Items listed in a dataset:
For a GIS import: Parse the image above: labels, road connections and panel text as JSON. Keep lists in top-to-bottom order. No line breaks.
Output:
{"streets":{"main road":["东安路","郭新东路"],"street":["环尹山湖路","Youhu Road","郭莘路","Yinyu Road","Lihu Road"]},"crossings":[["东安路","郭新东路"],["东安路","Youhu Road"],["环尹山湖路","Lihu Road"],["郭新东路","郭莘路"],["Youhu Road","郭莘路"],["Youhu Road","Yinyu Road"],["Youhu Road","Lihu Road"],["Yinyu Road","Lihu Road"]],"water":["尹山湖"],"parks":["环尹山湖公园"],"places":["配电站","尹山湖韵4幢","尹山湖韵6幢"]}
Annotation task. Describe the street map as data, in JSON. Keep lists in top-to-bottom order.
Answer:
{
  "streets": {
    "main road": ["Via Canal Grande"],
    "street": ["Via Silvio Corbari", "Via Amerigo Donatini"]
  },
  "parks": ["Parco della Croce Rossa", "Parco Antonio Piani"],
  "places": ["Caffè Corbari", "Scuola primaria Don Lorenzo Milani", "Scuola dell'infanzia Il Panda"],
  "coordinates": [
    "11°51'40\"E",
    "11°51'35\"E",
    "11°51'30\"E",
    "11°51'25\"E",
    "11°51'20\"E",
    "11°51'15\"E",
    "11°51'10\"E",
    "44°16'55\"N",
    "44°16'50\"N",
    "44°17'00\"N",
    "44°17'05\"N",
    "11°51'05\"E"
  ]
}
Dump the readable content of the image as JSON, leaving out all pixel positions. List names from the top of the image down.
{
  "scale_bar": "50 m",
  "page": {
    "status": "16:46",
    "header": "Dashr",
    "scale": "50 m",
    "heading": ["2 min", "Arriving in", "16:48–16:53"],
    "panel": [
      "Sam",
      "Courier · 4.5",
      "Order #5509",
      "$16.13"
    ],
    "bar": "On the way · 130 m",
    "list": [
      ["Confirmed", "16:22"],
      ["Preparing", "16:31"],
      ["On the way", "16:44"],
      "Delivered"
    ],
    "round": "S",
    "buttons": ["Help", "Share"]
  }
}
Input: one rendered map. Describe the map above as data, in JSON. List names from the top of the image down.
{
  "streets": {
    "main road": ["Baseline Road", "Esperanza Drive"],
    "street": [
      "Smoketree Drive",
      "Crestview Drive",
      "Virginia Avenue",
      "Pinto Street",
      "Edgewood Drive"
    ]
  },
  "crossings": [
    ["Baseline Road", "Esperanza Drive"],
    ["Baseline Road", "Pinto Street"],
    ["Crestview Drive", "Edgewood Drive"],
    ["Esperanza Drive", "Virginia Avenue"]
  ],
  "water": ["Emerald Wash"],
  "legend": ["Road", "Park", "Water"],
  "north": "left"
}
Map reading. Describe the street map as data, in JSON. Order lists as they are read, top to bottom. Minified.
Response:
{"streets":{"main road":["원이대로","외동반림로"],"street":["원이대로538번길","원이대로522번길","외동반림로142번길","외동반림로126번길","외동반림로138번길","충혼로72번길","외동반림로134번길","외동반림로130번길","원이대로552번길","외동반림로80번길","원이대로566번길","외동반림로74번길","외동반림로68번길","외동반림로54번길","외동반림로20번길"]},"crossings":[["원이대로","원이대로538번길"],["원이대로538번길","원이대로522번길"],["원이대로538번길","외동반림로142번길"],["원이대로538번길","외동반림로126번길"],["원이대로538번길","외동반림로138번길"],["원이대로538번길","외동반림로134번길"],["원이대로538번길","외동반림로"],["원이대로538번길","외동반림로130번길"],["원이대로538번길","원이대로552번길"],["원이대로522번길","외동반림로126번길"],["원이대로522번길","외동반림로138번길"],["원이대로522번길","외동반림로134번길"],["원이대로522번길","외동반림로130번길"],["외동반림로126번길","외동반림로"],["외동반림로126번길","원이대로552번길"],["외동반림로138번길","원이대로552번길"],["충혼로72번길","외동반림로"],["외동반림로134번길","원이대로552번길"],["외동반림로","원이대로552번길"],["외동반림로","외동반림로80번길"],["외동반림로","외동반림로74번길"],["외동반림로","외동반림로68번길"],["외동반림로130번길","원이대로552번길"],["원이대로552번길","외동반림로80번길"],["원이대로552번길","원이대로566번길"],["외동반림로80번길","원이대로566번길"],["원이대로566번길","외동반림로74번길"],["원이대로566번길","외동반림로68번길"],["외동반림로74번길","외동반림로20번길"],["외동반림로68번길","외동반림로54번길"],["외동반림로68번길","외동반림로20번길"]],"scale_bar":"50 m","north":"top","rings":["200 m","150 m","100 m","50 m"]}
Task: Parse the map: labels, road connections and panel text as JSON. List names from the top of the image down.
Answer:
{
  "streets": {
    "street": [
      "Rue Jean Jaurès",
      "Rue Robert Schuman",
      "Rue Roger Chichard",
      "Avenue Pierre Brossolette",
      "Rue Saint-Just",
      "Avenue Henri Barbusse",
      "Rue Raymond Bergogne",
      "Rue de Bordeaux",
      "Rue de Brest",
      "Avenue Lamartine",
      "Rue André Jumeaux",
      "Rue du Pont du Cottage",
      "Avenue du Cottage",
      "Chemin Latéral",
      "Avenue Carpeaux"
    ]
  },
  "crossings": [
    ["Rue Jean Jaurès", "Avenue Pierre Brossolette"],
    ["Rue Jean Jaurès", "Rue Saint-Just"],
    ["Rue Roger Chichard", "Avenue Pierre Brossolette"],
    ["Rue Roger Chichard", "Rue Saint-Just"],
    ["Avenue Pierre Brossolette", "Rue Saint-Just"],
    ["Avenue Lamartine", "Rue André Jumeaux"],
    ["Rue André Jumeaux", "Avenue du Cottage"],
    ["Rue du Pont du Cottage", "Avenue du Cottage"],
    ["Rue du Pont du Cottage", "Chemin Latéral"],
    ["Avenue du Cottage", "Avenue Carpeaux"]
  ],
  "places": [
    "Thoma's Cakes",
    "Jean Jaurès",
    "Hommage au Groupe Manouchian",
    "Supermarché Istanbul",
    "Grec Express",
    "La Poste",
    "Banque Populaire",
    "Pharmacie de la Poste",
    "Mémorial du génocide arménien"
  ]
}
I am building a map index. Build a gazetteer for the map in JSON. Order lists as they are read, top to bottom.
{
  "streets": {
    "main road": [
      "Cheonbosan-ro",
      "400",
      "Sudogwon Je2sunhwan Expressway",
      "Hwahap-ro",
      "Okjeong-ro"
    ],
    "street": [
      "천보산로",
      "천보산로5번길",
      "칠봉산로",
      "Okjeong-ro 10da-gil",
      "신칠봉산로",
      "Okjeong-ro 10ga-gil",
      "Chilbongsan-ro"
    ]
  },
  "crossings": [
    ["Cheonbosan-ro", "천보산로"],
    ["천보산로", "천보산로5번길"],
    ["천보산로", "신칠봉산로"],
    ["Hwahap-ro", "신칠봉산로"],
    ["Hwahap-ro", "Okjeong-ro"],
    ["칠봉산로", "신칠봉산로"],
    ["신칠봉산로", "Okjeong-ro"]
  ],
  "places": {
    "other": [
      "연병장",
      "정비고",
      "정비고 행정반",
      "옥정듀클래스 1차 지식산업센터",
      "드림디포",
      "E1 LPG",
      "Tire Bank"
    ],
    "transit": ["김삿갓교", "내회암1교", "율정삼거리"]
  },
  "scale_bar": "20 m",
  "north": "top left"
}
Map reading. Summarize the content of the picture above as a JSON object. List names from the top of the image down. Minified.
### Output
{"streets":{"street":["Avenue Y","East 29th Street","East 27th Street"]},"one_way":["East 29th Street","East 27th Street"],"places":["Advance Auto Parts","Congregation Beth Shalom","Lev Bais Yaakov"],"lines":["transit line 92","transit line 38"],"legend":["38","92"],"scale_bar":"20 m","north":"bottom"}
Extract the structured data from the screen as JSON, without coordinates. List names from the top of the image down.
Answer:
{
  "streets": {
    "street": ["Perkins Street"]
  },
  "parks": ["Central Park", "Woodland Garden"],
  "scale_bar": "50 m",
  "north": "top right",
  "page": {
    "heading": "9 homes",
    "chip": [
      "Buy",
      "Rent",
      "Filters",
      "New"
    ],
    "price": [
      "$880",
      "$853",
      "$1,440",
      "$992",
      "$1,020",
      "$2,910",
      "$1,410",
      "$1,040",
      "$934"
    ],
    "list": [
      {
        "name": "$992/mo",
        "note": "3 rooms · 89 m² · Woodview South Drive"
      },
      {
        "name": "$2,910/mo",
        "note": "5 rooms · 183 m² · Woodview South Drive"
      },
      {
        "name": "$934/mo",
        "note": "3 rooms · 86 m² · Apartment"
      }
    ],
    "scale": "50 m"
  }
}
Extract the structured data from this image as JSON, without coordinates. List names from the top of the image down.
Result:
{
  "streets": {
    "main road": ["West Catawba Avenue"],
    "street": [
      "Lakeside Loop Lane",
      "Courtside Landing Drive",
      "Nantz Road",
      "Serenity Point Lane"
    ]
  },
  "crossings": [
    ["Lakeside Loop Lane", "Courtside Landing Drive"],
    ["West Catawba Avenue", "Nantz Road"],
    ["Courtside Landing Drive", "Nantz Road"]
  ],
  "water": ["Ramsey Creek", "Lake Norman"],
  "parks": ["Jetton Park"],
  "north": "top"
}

> [What you are asked to do]: Filter the data for the string "rooms" and copy every line that has it.

> [Result of this exercise]:
        "note": "3 rooms · 89 m² · Woodview South Drive"
        "note": "5 rooms · 183 m² · Woodview South Drive"
        "note": "3 rooms · 86 m² · Apartment"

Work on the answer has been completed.